*** Opening of RECORDS FOR THE TASK ***

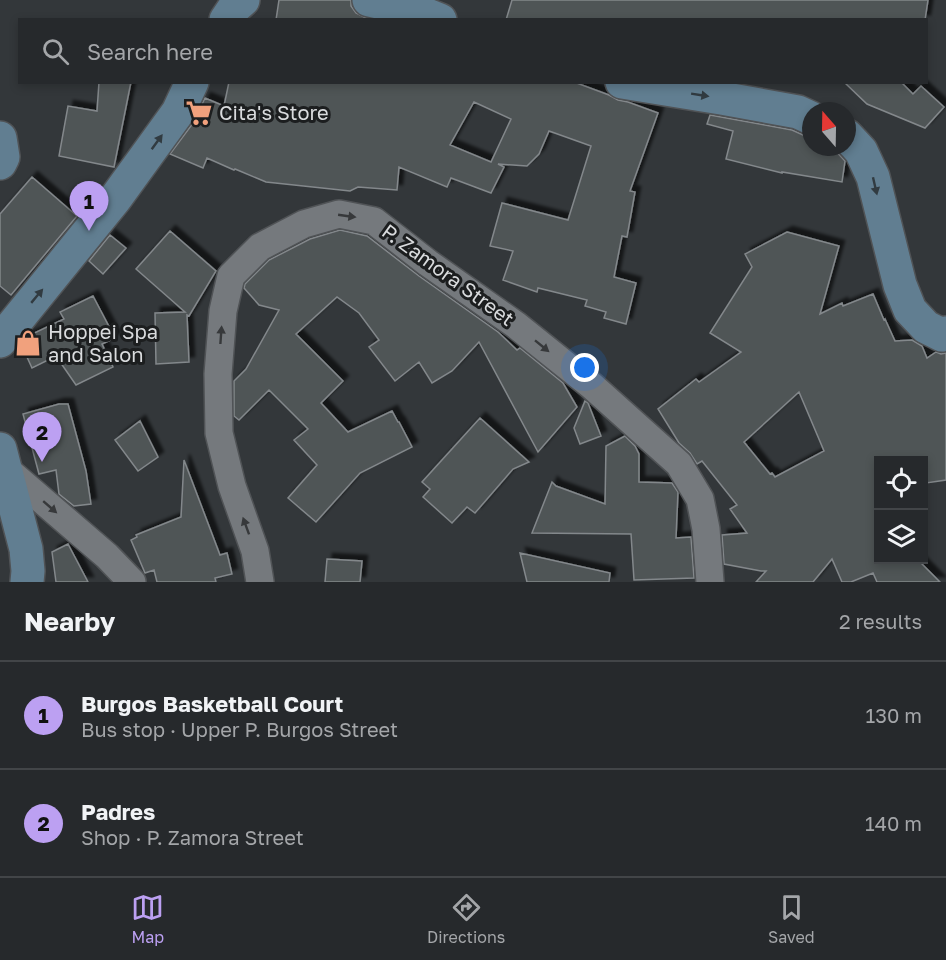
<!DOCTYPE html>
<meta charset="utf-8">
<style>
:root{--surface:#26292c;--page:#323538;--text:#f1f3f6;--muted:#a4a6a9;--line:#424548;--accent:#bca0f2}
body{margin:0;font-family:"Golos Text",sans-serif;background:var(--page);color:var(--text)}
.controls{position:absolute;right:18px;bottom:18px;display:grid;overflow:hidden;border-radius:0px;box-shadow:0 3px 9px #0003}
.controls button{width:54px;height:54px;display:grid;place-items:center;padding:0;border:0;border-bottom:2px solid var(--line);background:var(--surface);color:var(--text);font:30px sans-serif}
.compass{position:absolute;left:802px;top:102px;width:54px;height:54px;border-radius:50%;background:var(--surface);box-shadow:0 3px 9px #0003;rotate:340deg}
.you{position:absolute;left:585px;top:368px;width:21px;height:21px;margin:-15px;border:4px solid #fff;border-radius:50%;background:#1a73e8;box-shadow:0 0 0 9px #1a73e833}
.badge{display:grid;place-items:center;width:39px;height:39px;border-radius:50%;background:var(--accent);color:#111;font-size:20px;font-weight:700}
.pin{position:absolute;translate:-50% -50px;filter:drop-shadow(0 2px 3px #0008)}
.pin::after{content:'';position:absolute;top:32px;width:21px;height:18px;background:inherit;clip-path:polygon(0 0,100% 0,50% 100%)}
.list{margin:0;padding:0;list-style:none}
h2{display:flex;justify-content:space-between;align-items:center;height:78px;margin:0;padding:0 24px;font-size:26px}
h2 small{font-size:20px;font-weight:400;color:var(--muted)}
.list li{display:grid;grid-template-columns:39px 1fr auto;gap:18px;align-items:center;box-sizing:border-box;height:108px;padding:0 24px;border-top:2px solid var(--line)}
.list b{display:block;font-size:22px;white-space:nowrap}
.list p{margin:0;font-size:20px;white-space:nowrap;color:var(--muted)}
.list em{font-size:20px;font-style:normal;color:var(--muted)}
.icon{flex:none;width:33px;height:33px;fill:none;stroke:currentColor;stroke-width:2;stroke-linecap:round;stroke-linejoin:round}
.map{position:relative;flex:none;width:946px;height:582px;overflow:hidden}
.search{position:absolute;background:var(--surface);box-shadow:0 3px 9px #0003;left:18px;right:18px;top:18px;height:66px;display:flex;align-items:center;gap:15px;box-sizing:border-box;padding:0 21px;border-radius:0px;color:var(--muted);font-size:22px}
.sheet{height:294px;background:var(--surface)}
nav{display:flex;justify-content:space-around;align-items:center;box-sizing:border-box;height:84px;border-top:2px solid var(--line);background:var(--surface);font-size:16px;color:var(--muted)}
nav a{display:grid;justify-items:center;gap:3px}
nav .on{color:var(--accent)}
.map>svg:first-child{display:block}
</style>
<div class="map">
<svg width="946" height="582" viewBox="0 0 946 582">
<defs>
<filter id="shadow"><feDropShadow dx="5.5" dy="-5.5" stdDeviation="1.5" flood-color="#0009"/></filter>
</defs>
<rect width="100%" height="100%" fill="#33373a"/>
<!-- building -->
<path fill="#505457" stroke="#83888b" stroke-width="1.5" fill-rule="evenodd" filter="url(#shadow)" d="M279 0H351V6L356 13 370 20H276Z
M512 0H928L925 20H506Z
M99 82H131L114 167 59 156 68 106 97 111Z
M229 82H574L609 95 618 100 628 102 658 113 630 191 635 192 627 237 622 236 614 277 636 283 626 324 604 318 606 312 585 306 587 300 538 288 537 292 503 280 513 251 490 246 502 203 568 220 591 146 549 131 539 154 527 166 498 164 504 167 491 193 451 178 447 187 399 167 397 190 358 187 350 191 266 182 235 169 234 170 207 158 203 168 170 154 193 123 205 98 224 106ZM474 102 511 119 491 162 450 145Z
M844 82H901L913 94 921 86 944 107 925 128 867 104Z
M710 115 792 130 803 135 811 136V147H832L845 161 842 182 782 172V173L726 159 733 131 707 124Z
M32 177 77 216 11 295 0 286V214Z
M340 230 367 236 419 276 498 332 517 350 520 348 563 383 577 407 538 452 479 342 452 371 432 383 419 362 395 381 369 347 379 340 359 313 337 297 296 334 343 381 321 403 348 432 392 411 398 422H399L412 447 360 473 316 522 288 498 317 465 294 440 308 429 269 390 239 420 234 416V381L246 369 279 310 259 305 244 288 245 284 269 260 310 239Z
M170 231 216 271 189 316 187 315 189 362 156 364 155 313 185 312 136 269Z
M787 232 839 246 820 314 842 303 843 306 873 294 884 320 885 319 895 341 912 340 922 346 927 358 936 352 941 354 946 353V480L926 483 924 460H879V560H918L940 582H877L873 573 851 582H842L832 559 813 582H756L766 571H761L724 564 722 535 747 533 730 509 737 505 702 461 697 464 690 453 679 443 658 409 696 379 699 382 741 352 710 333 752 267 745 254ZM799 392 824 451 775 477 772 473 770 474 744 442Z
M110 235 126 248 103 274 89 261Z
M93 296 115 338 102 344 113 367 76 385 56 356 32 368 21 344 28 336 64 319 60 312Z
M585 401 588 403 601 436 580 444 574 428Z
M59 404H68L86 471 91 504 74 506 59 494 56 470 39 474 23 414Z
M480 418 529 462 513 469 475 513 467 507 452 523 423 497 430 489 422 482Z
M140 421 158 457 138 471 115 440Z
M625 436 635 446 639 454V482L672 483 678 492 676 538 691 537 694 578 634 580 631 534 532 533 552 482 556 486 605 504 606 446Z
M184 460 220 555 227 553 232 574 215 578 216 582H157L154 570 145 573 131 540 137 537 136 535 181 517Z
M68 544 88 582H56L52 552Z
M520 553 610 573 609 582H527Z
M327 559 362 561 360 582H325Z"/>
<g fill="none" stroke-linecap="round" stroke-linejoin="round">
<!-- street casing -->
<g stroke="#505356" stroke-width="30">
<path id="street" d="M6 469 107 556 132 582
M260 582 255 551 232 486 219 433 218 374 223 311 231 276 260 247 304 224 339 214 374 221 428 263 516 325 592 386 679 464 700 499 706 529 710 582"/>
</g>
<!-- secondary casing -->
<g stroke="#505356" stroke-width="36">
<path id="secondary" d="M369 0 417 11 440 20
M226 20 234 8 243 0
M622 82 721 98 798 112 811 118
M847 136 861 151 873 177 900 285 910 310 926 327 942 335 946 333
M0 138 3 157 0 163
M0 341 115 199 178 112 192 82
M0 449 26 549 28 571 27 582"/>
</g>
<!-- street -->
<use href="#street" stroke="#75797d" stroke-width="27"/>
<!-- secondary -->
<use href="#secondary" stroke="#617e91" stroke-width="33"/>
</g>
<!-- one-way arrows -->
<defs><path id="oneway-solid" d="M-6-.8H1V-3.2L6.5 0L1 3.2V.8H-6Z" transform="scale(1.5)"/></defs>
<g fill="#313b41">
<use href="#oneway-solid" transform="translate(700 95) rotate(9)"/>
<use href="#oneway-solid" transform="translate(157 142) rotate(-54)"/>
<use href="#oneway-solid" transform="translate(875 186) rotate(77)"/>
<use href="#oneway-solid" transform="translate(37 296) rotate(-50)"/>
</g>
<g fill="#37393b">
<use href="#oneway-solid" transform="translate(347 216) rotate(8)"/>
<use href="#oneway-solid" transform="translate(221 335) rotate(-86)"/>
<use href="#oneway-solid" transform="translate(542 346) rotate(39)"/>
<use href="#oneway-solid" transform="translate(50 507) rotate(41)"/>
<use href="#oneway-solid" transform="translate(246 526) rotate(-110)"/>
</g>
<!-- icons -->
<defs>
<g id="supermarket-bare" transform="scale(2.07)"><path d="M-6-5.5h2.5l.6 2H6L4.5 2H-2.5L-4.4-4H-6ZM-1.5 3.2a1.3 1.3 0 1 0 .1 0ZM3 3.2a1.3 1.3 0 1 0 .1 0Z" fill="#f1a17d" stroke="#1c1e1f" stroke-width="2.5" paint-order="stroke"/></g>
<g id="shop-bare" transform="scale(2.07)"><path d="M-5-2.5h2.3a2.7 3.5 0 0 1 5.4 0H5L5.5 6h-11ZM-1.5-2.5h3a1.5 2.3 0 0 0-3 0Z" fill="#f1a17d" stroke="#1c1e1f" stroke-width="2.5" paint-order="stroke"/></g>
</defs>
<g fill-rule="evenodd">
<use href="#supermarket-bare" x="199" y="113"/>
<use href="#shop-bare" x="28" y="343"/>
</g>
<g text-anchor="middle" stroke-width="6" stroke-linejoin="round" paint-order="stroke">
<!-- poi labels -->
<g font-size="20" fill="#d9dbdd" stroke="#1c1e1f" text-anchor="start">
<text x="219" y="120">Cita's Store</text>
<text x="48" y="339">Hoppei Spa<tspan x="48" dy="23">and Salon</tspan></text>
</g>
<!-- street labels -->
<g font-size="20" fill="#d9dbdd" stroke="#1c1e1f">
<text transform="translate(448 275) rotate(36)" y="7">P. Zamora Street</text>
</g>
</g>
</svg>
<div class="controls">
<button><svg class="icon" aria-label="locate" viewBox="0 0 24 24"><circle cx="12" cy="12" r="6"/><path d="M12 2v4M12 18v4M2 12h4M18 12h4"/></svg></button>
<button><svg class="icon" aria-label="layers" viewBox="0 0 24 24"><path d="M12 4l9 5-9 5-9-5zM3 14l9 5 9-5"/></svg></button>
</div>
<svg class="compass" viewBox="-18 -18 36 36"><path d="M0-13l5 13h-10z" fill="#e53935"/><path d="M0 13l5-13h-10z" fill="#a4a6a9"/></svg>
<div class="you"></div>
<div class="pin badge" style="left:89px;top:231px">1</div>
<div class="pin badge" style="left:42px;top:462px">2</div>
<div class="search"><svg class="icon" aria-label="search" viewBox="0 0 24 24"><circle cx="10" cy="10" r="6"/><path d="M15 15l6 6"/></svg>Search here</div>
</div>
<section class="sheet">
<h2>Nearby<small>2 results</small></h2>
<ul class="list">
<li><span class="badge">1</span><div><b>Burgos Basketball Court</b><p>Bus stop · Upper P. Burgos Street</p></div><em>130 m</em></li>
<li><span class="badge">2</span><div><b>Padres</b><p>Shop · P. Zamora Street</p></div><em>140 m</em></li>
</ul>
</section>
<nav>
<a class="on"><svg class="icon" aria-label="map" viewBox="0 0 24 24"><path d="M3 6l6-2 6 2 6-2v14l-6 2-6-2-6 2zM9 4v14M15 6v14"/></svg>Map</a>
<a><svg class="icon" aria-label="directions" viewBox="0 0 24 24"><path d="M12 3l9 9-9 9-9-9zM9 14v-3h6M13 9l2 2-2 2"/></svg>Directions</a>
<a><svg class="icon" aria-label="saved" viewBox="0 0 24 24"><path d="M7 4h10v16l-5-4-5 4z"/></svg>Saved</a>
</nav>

*** Close of RECORDS FOR THE TASK ***
*** Opening of RECORDS FOR THE TASK ***

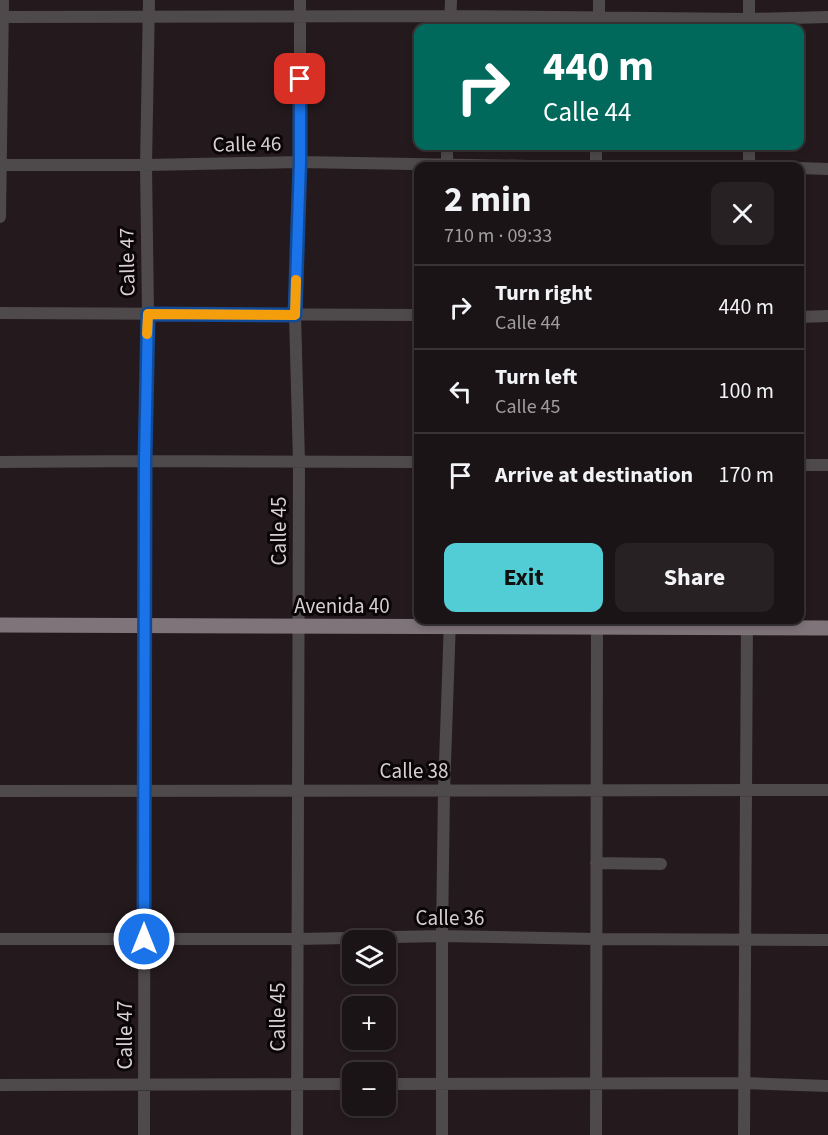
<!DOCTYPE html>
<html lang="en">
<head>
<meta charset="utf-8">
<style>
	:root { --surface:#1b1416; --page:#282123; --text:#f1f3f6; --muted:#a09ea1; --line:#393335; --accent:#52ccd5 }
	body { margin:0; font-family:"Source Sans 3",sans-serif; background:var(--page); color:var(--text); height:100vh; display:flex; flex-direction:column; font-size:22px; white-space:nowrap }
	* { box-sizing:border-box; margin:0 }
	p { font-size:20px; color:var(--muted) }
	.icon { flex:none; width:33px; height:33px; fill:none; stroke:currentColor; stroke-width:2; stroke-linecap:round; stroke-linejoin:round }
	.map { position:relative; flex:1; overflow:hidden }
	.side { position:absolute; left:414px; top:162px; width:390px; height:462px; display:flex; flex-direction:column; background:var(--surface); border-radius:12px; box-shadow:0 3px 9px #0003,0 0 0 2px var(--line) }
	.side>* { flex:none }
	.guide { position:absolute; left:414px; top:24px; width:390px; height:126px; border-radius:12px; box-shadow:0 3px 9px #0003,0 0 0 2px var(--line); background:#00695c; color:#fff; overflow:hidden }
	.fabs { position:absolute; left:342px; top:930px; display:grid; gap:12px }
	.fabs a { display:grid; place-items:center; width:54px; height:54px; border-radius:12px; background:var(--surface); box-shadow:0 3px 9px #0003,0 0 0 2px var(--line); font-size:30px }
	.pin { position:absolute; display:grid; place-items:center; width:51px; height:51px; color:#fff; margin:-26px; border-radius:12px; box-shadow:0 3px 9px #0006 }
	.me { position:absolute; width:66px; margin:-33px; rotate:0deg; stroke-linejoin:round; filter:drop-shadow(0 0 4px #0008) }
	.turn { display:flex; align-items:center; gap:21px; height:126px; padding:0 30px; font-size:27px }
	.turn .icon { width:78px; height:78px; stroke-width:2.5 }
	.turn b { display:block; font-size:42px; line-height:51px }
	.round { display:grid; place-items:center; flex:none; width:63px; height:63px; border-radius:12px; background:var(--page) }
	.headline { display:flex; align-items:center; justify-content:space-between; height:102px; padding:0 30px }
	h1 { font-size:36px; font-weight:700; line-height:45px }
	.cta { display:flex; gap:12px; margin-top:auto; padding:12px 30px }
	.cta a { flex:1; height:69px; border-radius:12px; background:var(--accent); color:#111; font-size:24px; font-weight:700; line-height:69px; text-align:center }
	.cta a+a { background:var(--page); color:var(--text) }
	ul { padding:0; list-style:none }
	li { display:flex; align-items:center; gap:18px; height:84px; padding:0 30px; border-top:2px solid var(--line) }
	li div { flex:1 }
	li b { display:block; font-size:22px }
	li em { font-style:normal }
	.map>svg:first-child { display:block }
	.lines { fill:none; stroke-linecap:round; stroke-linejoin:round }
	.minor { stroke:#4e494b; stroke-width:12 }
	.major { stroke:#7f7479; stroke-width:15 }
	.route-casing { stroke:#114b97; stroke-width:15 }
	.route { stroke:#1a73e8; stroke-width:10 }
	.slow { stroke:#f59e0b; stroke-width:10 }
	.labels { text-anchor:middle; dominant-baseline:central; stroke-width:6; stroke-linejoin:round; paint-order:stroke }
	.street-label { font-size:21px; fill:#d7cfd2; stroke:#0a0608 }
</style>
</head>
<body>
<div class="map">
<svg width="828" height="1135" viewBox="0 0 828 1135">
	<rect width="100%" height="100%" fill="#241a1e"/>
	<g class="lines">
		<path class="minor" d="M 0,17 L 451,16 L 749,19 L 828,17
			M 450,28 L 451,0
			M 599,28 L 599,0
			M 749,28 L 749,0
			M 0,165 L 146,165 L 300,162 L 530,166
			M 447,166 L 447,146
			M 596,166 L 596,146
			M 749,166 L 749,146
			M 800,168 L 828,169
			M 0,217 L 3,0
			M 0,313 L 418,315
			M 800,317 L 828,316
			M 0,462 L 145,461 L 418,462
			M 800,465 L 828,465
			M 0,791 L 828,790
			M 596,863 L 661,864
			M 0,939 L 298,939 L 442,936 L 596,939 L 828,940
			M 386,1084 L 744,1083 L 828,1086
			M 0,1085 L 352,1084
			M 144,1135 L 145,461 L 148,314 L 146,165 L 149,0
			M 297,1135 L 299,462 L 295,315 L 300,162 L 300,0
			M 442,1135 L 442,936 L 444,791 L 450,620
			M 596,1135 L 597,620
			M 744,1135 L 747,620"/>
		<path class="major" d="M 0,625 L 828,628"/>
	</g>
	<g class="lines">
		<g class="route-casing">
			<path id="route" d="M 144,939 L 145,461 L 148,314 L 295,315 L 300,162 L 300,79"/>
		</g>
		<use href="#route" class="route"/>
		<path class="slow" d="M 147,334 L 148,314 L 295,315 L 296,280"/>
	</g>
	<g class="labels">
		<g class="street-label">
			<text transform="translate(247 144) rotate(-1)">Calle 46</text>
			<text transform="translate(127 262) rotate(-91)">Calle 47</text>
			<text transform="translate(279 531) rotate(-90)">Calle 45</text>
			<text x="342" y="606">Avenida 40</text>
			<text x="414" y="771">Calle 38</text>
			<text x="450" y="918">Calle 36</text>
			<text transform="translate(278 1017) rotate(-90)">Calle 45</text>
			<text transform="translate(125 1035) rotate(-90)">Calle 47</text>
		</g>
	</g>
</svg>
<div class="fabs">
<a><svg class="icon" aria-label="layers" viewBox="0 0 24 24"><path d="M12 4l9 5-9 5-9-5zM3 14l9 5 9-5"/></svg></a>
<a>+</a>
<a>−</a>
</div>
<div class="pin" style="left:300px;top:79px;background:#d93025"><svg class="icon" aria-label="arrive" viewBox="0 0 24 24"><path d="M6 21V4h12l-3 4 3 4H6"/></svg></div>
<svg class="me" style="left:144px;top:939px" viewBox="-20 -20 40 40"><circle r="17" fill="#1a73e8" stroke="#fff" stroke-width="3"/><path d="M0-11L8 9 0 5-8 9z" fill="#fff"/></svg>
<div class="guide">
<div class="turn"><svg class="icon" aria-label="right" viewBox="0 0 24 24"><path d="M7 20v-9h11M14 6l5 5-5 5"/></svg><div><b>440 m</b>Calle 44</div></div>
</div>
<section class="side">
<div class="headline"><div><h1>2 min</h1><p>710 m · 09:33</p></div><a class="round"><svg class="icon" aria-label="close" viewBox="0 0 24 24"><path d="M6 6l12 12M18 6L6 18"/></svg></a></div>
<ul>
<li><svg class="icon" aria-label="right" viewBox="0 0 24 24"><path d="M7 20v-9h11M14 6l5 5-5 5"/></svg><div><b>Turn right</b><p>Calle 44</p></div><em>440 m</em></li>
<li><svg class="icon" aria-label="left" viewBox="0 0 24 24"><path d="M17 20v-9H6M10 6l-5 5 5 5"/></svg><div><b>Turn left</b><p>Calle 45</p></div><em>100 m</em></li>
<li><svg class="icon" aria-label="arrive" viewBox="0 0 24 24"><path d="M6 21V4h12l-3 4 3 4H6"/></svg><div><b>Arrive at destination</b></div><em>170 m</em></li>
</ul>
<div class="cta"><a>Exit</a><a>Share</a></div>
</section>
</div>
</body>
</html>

*** Close of RECORDS FOR THE TASK ***

Looking at the records above, work out how many lines hold "bottom" and write only that number.

RESPONSE TO THE EXERCISE
2